Yes, that's right...Trump's HHS is cheering on the idea of saving $900 million by kicking 100,000 people off their healthcare coverage. It's really that simple. Obviously they could save far more than that by simply scrapping the ACA altogether and kicking over 20 million people off their coverage, but they already tried that, so...

But it was really this bullet point which made my jaw drop the most:

  • Increased Employer Shared Responsibility Payments of $100 million each year between 2020 and 2023. Some of the 100,000 individuals estimated to not enroll in Exchange coverage as a result of the proposed change in the measure of premium growth used to calculate the premium adjustment percentage may purchase short-term, limited-duration insurance, though a majority is likely to become uninsured. Either transition may result in greater exposure to health care costs, which previous research suggests reduces utilization of health care services. Economic distortions may be reduced, and economic efficiency and social benefits improved, because these individuals will be bearing a larger share of the costs of their own health care consumption, potentially reducing spending on health care services that are personally only marginally valued but that imposes costs on the federal government through subsidies. In addition, to the extent that this proposed rule reduces federal outlays and thereby reduces the need to collect taxes in the future, the distortionary effects of taxation on the economy may be reduced. However, the increased number of uninsured may increase federal and state uncompensated care costs.

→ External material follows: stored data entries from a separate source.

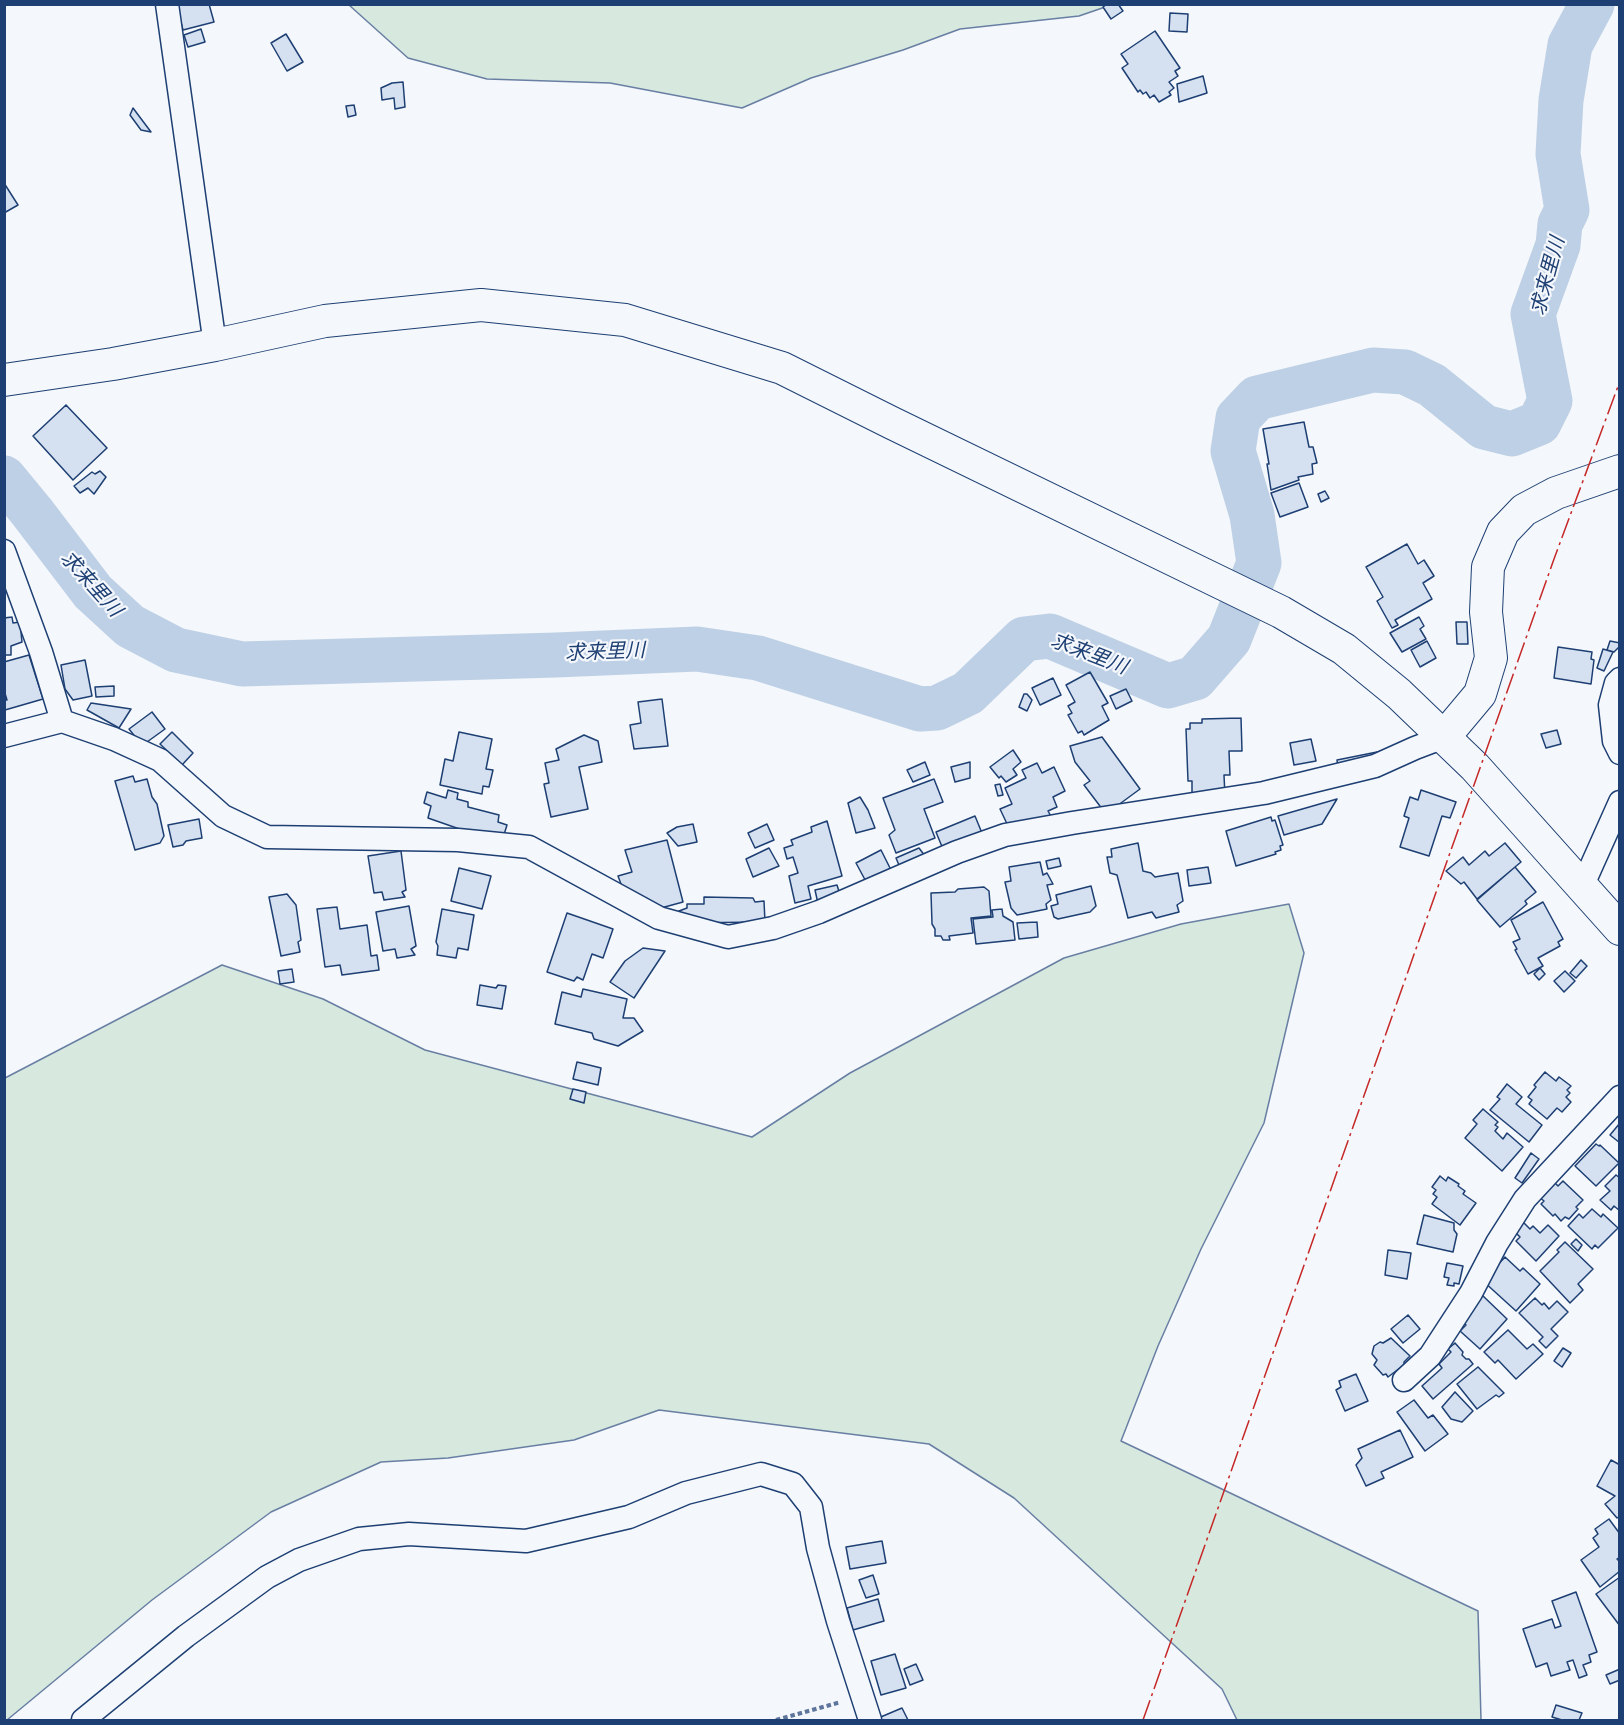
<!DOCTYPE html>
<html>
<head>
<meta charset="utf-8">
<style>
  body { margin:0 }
  #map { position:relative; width:1624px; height:1725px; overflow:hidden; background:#f4f7fb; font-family:Quicksand,sans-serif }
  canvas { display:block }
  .frame { position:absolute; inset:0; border:6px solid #1d3f73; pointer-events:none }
</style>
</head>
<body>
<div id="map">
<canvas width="1624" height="1725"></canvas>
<div class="frame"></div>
</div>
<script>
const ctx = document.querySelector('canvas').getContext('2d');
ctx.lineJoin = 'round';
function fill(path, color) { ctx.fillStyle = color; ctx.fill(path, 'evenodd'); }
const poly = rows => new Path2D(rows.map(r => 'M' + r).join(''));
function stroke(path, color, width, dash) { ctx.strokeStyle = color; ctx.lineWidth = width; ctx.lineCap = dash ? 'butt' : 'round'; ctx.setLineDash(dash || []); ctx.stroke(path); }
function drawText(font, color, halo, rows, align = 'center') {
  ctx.font = font + ' Quicksand,"Noto Sans JP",sans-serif'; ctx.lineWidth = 4.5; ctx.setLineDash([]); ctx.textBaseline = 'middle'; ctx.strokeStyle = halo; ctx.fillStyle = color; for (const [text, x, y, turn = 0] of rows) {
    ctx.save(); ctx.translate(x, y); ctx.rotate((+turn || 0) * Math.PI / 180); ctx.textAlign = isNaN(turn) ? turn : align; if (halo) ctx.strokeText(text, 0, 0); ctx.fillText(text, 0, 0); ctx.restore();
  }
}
const green = poly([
  [349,5,1111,5,1079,16,960,29,903,50,811,78,742,108,610,83,487,79,408,58,349,5],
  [1289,904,1304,953,1264,1123,1201,1249,1158,1346,1121,1441,1478,1611,1481,1720,1237,1720,1222,1689,1014,1498,929,1444,659,1410,574,1440,448,1458,381,1462,271,1512,152,1600,7,1720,5,1720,5,1078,222,965,323,999,425,1050,752,1137,850,1073,1064,958,1181,924,1289,904]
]);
const river = poly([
  [4,478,32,512,93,592,130,626,176,650,242,664,556,655,697,649,758,658,920,709,937,708,968,693,1024,639,1050,636,1168,686,1195,678,1229,639,1259,563,1252,515,1233,451,1238,418,1257,398,1373,370,1405,372,1432,385,1484,427,1512,434,1539,423,1550,401,1533,314,1558,245,1560,224,1567,210,1558,154,1561,100,1570,45,1592,4]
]);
const building = poly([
  [176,4,209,4,214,22,183,30,176,4],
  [1107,4,1118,4,1123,11,1111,19,1103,7,1107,4],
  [1170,13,1188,14,1187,32,1169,31,1170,13],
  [201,29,205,42,188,47,184,35,201,29],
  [1155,31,1180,68,1175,71,1178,76,1169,82,1174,88,1169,92,1171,95,1159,102,1154,95,1150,98,1146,92,1143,94,1140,90,1138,92,1122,68,1128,64,1121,54,1155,31],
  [286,34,303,62,287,71,271,43,286,34],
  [1203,76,1207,93,1179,102,1177,84,1203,76],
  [403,82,405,107,395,109,394,98,382,100,381,88,392,83,403,82],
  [354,105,356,115,348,117,346,106,354,105],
  [133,108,151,132,141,130,130,115,133,108],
  [4,183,18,205,4,213,4,183],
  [66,405,107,448,73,480,33,436,66,405],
  [1304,422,1309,447,1313,447,1317,463,1312,464,1313,474,1298,477,1299,480,1271,490,1267,464,1269,464,1263,429,1304,422],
  [100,471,106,477,94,494,88,488,80,493,74,486,92,472,95,474,100,471],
  [1299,483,1308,507,1280,517,1271,493,1299,483],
  [1325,491,1329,498,1321,502,1318,494,1325,491],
  [1407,544,1418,564,1424,560,1434,576,1423,583,1432,599,1395,620,1398,625,1392,628,1377,601,1383,597,1366,567,1407,544],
  [12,617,13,623,20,622,22,642,11,646,11,655,4,655,4,618,12,617],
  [1419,617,1424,626,1420,629,1426,639,1402,652,1390,633,1419,617],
  [1456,622,1467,622,1468,644,1457,644,1456,622],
  [1427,641,1436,658,1420,667,1411,650,1427,641],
  [1610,641,1620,643,1620,646,1614,652,1607,650,1610,641],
  [1558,647,1592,652,1591,659,1594,660,1591,684,1554,678,1558,647],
  [1603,649,1613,652,1604,671,1597,668,1603,649],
  [29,655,43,699,5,710,4,700,7,700,4,690,4,662,29,655],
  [85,660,92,696,73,700,65,689,61,665,85,660],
  [1090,672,1108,703,1102,706,1109,720,1084,735,1082,731,1078,733,1068,715,1072,713,1068,706,1075,702,1066,685,1090,672],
  [1053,678,1061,695,1040,705,1032,688,1053,678],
  [114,686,114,696,96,697,95,687,114,686],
  [1126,689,1132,701,1116,709,1110,696,1126,689],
  [1024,694,1027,694,1032,700,1027,711,1019,707,1024,694],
  [662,699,668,746,634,749,630,725,641,723,638,702,662,699],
  [91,703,131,709,119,728,87,710,91,703],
  [152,712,165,729,147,742,137,739,129,729,152,712],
  [1241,718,1242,751,1229,751,1230,775,1224,775,1225,796,1192,797,1192,781,1188,781,1186,729,1190,729,1190,723,1202,723,1202,719,1241,718],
  [1557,730,1561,744,1546,748,1541,734,1557,730],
  [172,732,193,753,182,765,160,744,172,732],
  [459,732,492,739,486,769,493,770,489,787,483,786,482,794,440,785,445,759,453,761,459,732],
  [584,735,598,741,602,762,579,767,588,809,551,817,544,784,549,783,545,763,559,760,556,749,584,735],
  [1102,737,1140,789,1106,814,1084,785,1090,781,1075,762,1070,746,1102,737],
  [1311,739,1316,761,1294,765,1290,743,1311,739],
  [1013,750,1021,762,1013,769,1017,775,1006,782,1001,776,999,778,990,767,1013,750],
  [1382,751,1338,769,1337,760,1382,751],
  [925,762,930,775,913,782,907,770,925,762],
  [970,762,970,778,955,782,951,767,970,762],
  [1037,763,1042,773,1054,767,1065,791,1053,797,1057,807,1048,811,1052,818,1009,828,1000,809,1012,804,1005,788,1026,778,1022,770,1037,763],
  [133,776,135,782,147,779,152,797,157,804,164,836,160,843,135,850,115,781,133,776],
  [934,779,943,802,924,809,935,838,896,853,889,835,895,830,883,798,934,779],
  [1000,784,1003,795,998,796,995,785,1000,784],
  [448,790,458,793,457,799,468,802,468,807,499,815,498,822,507,825,502,841,491,840,428,818,431,806,424,803,427,792,446,798,448,790],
  [1421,790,1456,802,1450,818,1442,816,1429,856,1400,847,1409,818,1404,816,1410,797,1418,800,1421,790],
  [860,797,868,810,875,828,856,833,848,803,860,797],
  [1337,799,1322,824,1284,835,1278,816,1337,799],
  [975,816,984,838,945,854,936,832,975,816],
  [1271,817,1272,821,1275,820,1283,845,1280,846,1281,850,1275,852,1276,854,1236,866,1226,831,1271,817],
  [199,819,202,838,186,841,183,845,173,847,168,825,199,819],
  [827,821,842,876,808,886,811,899,795,903,789,876,798,873,793,857,787,859,784,848,793,845,791,840,812,832,811,827,827,821],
  [693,824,697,842,678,846,667,833,677,827,693,824],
  [767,824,774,840,755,848,748,833,767,824],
  [667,840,683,902,650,911,613,886,621,884,618,876,632,872,625,850,667,840],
  [1138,843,1143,871,1151,873,1155,877,1178,873,1183,901,1177,905,1179,912,1156,918,1152,912,1128,918,1117,875,1110,873,1107,857,1112,857,1111,849,1138,843],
  [1505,843,1521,862,1477,899,1464,882,1461,884,1446,871,1463,857,1469,865,1485,851,1489,856,1505,843],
  [769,848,779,866,753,877,746,859,769,848],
  [919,848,925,856,904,877,896,858,919,848],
  [881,850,894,876,870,889,856,863,881,850],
  [401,851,406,890,402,892,405,897,384,900,382,892,374,893,368,856,401,851],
  [1059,858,1061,866,1048,869,1046,861,1059,858],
  [1040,862,1043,875,1047,873,1053,884,1047,885,1051,900,1046,904,1047,909,1017,915,1011,908,1005,882,1011,881,1009,867,1040,862],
  [1208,867,1211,883,1189,886,1187,870,1208,867],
  [1515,867,1536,892,1525,901,1527,904,1500,927,1477,900,1515,867],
  [459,868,491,876,482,909,451,901,459,868],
  [837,885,842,901,819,908,815,890,837,885],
  [1091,886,1096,906,1090,912,1058,919,1054,917,1051,906,1058,904,1056,895,1091,886],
  [984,887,989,891,991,916,971,918,973,933,949,936,950,940,943,940,941,936,935,936,935,929,932,924,931,893,955,892,958,889,984,887],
  [287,894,296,905,301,940,298,942,300,952,281,956,269,897,287,894],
  [704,897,753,898,755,902,764,901,765,922,679,923,679,911,687,908,687,904,704,904,704,897],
  [1543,902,1563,939,1558,942,1560,946,1538,958,1543,966,1528,974,1515,950,1517,949,1513,942,1520,939,1511,920,1543,902],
  [409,906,416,946,411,949,415,955,397,958,395,949,383,951,376,912,409,906],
  [337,907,340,929,367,925,371,956,377,955,379,970,342,975,340,965,325,967,317,909,337,907],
  [442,909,474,915,468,950,458,948,456,958,437,955,438,946,436,942,442,909],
  [1002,909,1003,916,1013,922,1015,940,976,944,973,919,993,917,992,910,1002,909],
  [567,913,613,929,603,958,592,954,583,980,577,977,574,981,547,972,567,913],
  [1037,922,1038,937,1019,939,1017,923,1037,922],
  [643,948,665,951,634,998,610,982,625,961,643,948],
  [1581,960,1587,966,1576,978,1570,973,1581,960],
  [1540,968,1545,974,1539,980,1534,974,1540,968],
  [292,969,294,982,280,984,278,971,292,969],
  [1565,971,1575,981,1564,992,1554,981,1565,971],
  [480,985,496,988,498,985,506,986,502,1009,477,1005,480,985],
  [583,989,627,999,623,1018,634,1018,643,1031,618,1046,594,1039,592,1033,555,1024,562,992,581,997,583,989],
  [577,1062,601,1068,598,1085,573,1079,577,1062],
  [1545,1072,1556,1081,1559,1077,1571,1086,1567,1090,1570,1093,1566,1097,1571,1102,1562,1112,1557,1108,1547,1119,1529,1104,1532,1100,1528,1097,1536,1087,1534,1085,1545,1072],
  [1507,1084,1522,1097,1516,1104,1542,1125,1529,1142,1490,1110,1500,1099,1497,1097,1507,1084],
  [573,1089,586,1092,584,1103,570,1099,573,1089],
  [1483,1109,1498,1122,1495,1125,1498,1127,1495,1131,1503,1139,1507,1133,1523,1147,1502,1171,1465,1138,1477,1124,1473,1120,1483,1109],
  [1620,1123,1620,1143,1610,1135,1620,1123],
  [1596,1144,1599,1146,1600,1145,1619,1163,1596,1186,1575,1166,1596,1144],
  [1531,1153,1539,1159,1522,1183,1515,1178,1531,1153],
  [1616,1175,1620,1178,1620,1211,1614,1206,1611,1210,1600,1200,1610,1191,1605,1186,1616,1175],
  [1440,1176,1446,1181,1448,1177,1459,1184,1458,1186,1465,1191,1463,1194,1476,1203,1460,1225,1432,1204,1437,1197,1433,1194,1436,1190,1432,1187,1440,1176],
  [1563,1181,1583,1200,1576,1207,1578,1209,1569,1219,1565,1217,1561,1221,1555,1214,1553,1216,1541,1204,1544,1201,1539,1197,1554,1182,1558,1186,1563,1181],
  [1592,1209,1601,1217,1603,1214,1618,1228,1598,1248,1595,1245,1592,1249,1568,1226,1579,1214,1583,1218,1592,1209],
  [1424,1215,1454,1223,1454,1230,1457,1234,1453,1252,1417,1244,1424,1215],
  [1523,1222,1530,1229,1533,1226,1540,1233,1548,1225,1559,1236,1536,1261,1516,1241,1520,1237,1514,1231,1523,1222],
  [1576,1239,1582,1245,1578,1251,1571,1244,1576,1239],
  [1565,1242,1593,1269,1578,1284,1583,1290,1570,1303,1540,1271,1559,1252,1557,1250,1565,1242],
  [1388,1250,1411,1253,1407,1279,1385,1275,1388,1250],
  [1505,1257,1520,1271,1523,1268,1540,1284,1516,1311,1483,1281,1505,1257],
  [1447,1263,1463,1266,1459,1284,1454,1283,1454,1286,1447,1285,1449,1278,1444,1277,1447,1263],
  [1482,1295,1507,1319,1480,1349,1460,1331,1466,1325,1460,1319,1482,1295],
  [1535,1298,1542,1305,1544,1303,1549,1309,1557,1301,1568,1312,1551,1329,1558,1336,1546,1348,1539,1341,1543,1337,1519,1313,1535,1298],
  [1408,1315,1420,1329,1403,1343,1391,1329,1408,1315],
  [1508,1330,1527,1349,1533,1344,1543,1354,1516,1379,1498,1360,1495,1363,1484,1352,1508,1330],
  [1391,1338,1410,1356,1404,1362,1404,1365,1388,1377,1386,1374,1383,1375,1374,1365,1377,1360,1372,1354,1374,1346,1380,1342,1383,1343,1391,1338],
  [1455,1343,1463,1352,1462,1355,1466,1359,1469,1359,1473,1364,1433,1399,1422,1386,1442,1368,1439,1364,1451,1352,1448,1349,1455,1343],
  [1563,1348,1571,1353,1562,1367,1554,1361,1563,1348],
  [1478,1367,1504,1393,1499,1397,1496,1395,1477,1409,1457,1384,1478,1367],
  [1356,1374,1368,1401,1345,1411,1336,1390,1341,1387,1339,1381,1356,1374],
  [1455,1392,1473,1411,1462,1422,1451,1419,1442,1407,1455,1392],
  [1414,1400,1428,1418,1433,1415,1448,1434,1425,1451,1397,1412,1414,1400],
  [1400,1430,1413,1457,1381,1472,1384,1478,1366,1486,1356,1465,1362,1458,1358,1449,1400,1430],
  [1611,1460,1620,1465,1620,1516,1617,1518,1605,1504,1615,1496,1597,1486,1611,1460],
  [1609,1519,1620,1534,1620,1557,1617,1559,1620,1562,1620,1571,1600,1587,1581,1560,1599,1547,1593,1538,1598,1534,1595,1529,1609,1519],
  [882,1541,886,1563,850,1569,846,1547,882,1541],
  [873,1575,879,1594,866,1598,859,1580,873,1575],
  [1620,1577,1620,1626,1596,1594,1620,1577],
  [1576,1592,1597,1652,1589,1655,1591,1662,1583,1665,1587,1675,1579,1678,1573,1660,1567,1662,1570,1670,1551,1676,1547,1663,1536,1667,1523,1629,1552,1619,1555,1628,1561,1626,1552,1601,1576,1592],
  [878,1599,884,1621,853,1630,847,1608,878,1599],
  [895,1654,906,1688,881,1695,871,1661,895,1654],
  [916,1664,923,1680,910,1685,904,1669,916,1664],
  [1620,1669,1620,1680,1610,1684,1606,1675,1620,1669],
  [1556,1705,1582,1713,1579,1720,1562,1720,1552,1717,1556,1705],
  [902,1708,908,1720,877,1720,876,1719,902,1708]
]);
const path = poly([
  [776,1720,841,1702]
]);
const street = poly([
  [167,4,215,345],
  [4,551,41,652,62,721],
  [1620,679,1616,683,1610,705,1614,741,1620,753],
  [4,736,62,721,114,739,160,760,223,816,267,837,458,840,529,847,659,918,728,937,773,928,819,912,957,852,1005,835,1072,823,1264,793,1375,766,1415,748,1444,737],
  [1582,887,1620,802],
  [1404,1380,1430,1356,1471,1293,1497,1243,1525,1199,1620,1097],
  [83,1720,186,1636,267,1577,299,1560,359,1539,409,1534,526,1541,629,1517,686,1493,761,1474,793,1484,811,1507,818,1548,838,1621,870,1720]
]);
const secondary = poly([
  [4,380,113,364,215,345,325,321,481,305,625,320,782,368,892,423,1281,612,1344,649,1399,694,1475,767,1620,929],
  [1444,737,1480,694,1491,658,1486,612,1488,567,1503,532,1524,510,1556,493,1620,471]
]);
const power = poly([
  [1143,1720,1554,559,1620,381]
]);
const waterNames = [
  ["求来里川",1548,276,-75],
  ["求来里川",91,584,48],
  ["求来里川",605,652,-2],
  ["求来里川",1089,654,21]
];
fill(green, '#d7e8df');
stroke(green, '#687fa3', 1.5);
stroke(river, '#bed0e5', 45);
fill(building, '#d5e0f0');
stroke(building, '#1d3f73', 1.5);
stroke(street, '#1d3f73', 25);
stroke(secondary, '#1d3f73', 34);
stroke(path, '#5e769c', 4, [4.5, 3]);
stroke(street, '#f4f7fb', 22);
stroke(secondary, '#f4f7fb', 32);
stroke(power, '#c62828', 1.5, [21, 4.5, 3, 4.5]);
drawText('italic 20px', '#1d3f73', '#f4f7fb', waterNames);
</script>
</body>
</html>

We seek feedback from stakeholders about these impacts and the magnitude of these changes.

Let me translate that for you: "Offering skimpier subsidies will force 100,000 Americans to drop their healthcare coverage. Some will have no choice but to go with junk plans, but most of them will be completely SOL with no coverage whatsoever. This means they won't be able to afford to go to the doctor, and that's a good thing because some of them will suffer and die instead of getting treated, which means the government won't have to spend anything on them. It's not all cream & sugar, though, because some of them will manage to crawl to the hospital, which will be stuck with the ER bill to keep them breathing, and the feds or state will have to reimburse the hospital for the bill."

Ah, Trump Administration, is it a wonder you're so beloved?